Second, you’re being public about it. There used to be days where piracy was this big underground thing you only heard from some friend at school who knew people in the scene. These days, it’s a flea market. You’ll be hard pressed to find someone that doesn’t even remotely have an idea of how to get free stuff, and even if they don’t, they have all the shameless in the world to ask. With a million billion excuses on how it’s actually all legal and correct, of course. So you can’t exactly act surprised when Nintendo fixes the bug if you go around waving it in their face. And you can’t whine about it either because it’s their job, it’s their profit on the line. And here, once again, you’d come up with yet another excuse that Nintendo is this bigass company who has money to burn and piracy won’t even affect 1% of their sales. And again, that’s completely bull, considering that Virtual Console titles are old games sold for cheap that Nintendo went to the trouble of getting the rights to convert them to their console, and WiiWare games are mostly jobs done by independent companies out of their pockets who need every buck they can get.

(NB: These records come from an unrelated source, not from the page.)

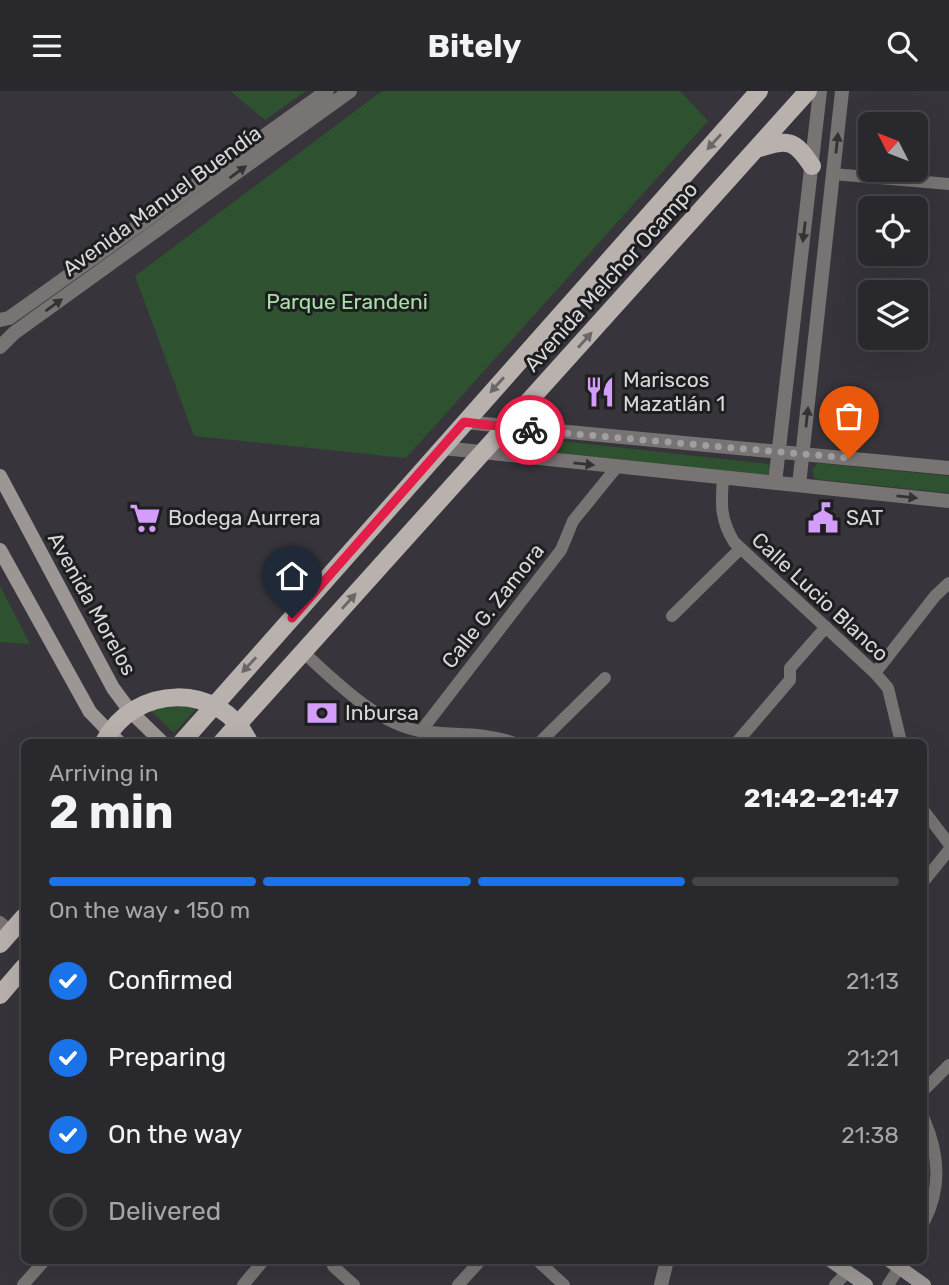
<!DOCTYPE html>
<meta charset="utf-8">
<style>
:root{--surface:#29282c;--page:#313034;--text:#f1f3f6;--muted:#a5a6a9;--line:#454448;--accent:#1a73e8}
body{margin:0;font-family:Rubik,sans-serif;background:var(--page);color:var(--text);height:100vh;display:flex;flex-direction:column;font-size:26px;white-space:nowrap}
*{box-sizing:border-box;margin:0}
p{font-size:23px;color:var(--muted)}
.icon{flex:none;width:38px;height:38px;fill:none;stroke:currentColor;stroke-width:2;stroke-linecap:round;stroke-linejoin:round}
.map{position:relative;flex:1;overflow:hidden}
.panel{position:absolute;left:21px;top:648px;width:906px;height:525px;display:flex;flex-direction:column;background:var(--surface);border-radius:10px;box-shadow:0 7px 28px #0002,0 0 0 2px var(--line)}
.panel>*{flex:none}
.needle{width:46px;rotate:312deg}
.fabs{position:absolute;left:858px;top:21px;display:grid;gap:14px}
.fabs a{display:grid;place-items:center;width:70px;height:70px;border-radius:10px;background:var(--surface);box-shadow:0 7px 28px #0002,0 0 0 2px var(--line);font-size:35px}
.pin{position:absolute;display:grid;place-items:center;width:60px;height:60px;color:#fff;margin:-72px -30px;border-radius:50% 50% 50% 0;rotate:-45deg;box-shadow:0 0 7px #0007}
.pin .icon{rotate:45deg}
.courier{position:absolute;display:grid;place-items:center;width:70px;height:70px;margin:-35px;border:5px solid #e11d48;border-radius:50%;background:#fff;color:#222;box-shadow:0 2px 9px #0007}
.head em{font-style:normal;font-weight:700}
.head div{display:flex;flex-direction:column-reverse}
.head{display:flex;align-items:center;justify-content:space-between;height:119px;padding:0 28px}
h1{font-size:46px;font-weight:700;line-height:52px}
.bar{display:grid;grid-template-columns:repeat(4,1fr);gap:10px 7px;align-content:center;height:84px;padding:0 28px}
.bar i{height:9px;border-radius:5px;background:var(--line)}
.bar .current{background:var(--accent)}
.bar p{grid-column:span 4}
ol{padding:0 28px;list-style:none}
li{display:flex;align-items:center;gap:21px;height:77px}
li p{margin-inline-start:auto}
li .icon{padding:7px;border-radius:50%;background:var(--accent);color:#fff;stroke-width:4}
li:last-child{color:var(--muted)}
li i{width:38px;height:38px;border:4px solid var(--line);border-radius:50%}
header{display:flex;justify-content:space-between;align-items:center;height:91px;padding:0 28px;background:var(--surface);font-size:32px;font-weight:700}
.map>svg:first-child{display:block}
.green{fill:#2e512f}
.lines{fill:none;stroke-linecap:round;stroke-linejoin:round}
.minor{stroke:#787473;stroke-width:12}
.tertiary{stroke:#787473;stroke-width:14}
.secondary{stroke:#9c9794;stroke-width:14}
.primary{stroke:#b8b1ae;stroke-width:18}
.oneway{fill:#6b6766}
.oneway2{fill:#343334}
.done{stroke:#a09ea3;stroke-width:7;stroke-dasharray:0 12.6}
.route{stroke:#e11d48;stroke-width:9}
.labels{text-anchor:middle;stroke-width:6;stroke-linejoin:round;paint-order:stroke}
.street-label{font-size:21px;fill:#d8d7db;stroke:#1e1d1f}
.park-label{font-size:21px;fill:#a5e2a4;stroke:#1e1d1f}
.poi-label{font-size:21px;fill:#d8d7db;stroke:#1e1d1f;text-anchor:start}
</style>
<header><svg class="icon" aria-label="menu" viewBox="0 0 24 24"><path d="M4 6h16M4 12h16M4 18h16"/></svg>Bitely<svg class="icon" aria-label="search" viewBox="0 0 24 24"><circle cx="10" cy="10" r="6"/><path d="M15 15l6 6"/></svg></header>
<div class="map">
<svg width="949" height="1194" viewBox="0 0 949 1194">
<rect width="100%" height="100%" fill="#37353b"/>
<path class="green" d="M 230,0 L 306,0 L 265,29 Z
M 382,0 L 680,0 L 708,30 L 406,367 L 194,345 L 135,185 Z
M 535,347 L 768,373 L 770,375 L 770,381 L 766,385 L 533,359 L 530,351 Z
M 817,372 L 949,385 L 949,402 L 815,388 L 812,380 Z
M 0,495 L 30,553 L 0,551 Z
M 173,613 L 198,616 L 174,642 L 150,619 Z"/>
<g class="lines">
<path class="minor" d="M 833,83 L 949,93
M 723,387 C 721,413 720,428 734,451 L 875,582 L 888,597 L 901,651
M 672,525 L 740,458
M 303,561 C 334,589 377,633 420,640 C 452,645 479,640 512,651
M 875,582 L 935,505 L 949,492
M 421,640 L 561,459 L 573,430 L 616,377
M 540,651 L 605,587
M 737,651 L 790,589 L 790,577 L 826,536
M 924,720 L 949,753
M 924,790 L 949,759
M 0,831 L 12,841
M 924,999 L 949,974
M 924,1028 C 939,1062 942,1097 924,1131
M 333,1169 L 333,1175 L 354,1194
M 537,1169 L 564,1194
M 23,1194 L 45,1169
M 243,1194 L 264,1169
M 458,1194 L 481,1169
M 835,1194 L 847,1181
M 888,1194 L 904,1169"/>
<path class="tertiary" d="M 0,229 L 9,227 L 33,210 L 327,0
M 0,256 L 14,242 L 350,0
M 464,331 L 949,377
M 443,357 L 949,410
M 775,392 L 820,0
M 799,394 L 842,0
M 661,1194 L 667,1169"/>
<path class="secondary" d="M 0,385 L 113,597 L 130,620 L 162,651
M 0,459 L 90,621 L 119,651
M 830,1169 L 866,1194
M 889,1169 L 924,1194"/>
<path class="primary" d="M 756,58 C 787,49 793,46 812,75
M 104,651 C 134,593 220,590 249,651
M 182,651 L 759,0
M 222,651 L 808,0
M 0,853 L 24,826
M 0,904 L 24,876"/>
</g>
<defs><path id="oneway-solid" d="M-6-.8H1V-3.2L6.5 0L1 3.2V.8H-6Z" transform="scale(1.75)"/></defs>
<g class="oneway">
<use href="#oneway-solid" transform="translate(714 51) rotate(132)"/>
<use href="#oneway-solid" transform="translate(585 249) rotate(-48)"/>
<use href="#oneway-solid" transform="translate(497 294) rotate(132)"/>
<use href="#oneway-solid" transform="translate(349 510) rotate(-48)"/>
<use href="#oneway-solid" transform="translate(249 574) rotate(133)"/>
</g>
<g class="oneway2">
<use href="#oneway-solid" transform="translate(837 52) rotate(-84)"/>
<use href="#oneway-solid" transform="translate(238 81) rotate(-36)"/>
<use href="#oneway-solid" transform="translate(804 141) rotate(97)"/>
<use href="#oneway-solid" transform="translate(54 214) rotate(-36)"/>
<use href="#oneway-solid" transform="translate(807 326) rotate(-84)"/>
<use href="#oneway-solid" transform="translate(584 373) rotate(6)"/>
<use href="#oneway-solid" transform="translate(907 406) rotate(6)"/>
</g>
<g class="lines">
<path class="done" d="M 530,339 L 849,367"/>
<path class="route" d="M 292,527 L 464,331 L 530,339"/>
</g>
<defs>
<g id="restaurant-bare" transform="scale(2.415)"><path d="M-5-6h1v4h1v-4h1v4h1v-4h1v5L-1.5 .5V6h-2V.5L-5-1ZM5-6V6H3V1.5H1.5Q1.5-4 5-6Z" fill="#d49cfb" stroke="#1e1d1f" stroke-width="2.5" paint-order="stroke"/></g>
<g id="supermarket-bare" transform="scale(2.415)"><path d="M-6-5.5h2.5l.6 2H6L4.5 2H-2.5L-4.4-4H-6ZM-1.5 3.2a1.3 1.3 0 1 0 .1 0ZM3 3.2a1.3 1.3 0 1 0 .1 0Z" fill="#d49cfb" stroke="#1e1d1f" stroke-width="2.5" paint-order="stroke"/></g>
<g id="civic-bare" transform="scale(2.415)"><path d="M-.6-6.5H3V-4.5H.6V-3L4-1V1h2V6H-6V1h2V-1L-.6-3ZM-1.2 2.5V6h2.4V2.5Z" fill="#d49cfb" stroke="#1e1d1f" stroke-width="2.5" paint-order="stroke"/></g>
<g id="bank-bare" transform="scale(2.415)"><path d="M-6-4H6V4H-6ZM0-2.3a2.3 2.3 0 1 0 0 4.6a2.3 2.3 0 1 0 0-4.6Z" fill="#d49cfb" stroke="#1e1d1f" stroke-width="2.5" paint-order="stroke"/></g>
</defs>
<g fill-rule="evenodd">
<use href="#restaurant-bare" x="600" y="301"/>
<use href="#supermarket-bare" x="145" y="427"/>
<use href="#civic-bare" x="823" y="427"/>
<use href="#bank-bare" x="322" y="622"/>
</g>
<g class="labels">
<g class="street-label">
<text transform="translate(162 110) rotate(-36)" y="7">Avenida Manuel Buendía</text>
<text transform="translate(611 186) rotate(-48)" y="7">Avenida Melchor Ocampo</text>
<text transform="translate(820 506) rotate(43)" y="7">Calle Lucio Blanco</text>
<text transform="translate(92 513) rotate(61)" y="7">Avenida Morelos</text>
<text transform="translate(493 515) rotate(-52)" y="7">Calle G. Zamora</text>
</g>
<g class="park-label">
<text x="347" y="218">Parque Erandeni</text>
</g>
<g class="poi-label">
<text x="623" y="296">Mariscos<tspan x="623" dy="24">Mazatlán 1</tspan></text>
<text x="168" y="434">Bodega Aurrera</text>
<text x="846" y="434">SAT</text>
<text x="345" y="629">Inbursa</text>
</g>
</g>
</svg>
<div class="fabs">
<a><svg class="needle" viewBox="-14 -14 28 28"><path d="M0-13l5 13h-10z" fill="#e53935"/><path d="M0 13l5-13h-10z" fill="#a5a6a9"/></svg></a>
<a><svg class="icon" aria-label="locate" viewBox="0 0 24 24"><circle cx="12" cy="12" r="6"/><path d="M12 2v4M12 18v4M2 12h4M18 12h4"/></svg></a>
<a><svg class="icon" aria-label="layers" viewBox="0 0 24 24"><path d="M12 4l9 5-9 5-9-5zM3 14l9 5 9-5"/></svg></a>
</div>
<div class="pin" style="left:849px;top:367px;background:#ea580c"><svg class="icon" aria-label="bag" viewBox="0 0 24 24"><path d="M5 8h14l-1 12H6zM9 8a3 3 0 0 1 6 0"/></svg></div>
<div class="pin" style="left:292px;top:527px;background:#1f2937"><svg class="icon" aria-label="home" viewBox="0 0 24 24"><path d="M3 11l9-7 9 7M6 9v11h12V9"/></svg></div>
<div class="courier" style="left:530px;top:339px"><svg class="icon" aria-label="bike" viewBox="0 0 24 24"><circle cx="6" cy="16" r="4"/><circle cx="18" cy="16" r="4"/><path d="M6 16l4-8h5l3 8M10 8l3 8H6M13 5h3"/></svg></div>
<section class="panel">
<div class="head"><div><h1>2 min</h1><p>Arriving in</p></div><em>21:42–21:47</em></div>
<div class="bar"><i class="current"></i><i class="current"></i><i class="current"></i><i></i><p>On the way · 150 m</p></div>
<ol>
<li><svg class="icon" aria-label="check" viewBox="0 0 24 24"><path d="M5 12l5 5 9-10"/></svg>Confirmed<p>21:13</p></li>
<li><svg class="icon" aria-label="check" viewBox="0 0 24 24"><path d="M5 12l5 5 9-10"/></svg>Preparing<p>21:21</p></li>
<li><svg class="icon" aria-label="check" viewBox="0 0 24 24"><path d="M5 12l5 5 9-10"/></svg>On the way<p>21:38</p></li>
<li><i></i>Delivered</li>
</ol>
</section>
</div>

Third, you are not anonymous. Sure, you’ve got yourself a competely baffling nickname, don’t disclose any of your personal details and you immediately think you’re Mr. Internet Tough Guy. Wrong. If computers weren’t tracable, the Internet wouldn’t work, because then information wouldn’t know where to go. Sure it’s just a bunch of numbers that is prone to change and nobody could do anything with them right? Wrong. Any IP can be tracable to its respective Internet Service Provider, and they can check the IP in their logs and match it to their customer for which they have all their billing information. Of course real criminals know how to get around this, but you’re not a real criminal, you’re probably just some kid living off his parents’ Internet without a care in the world. Of course that probably means no legal organization would bother to track you down for your petty crimes. Or would they?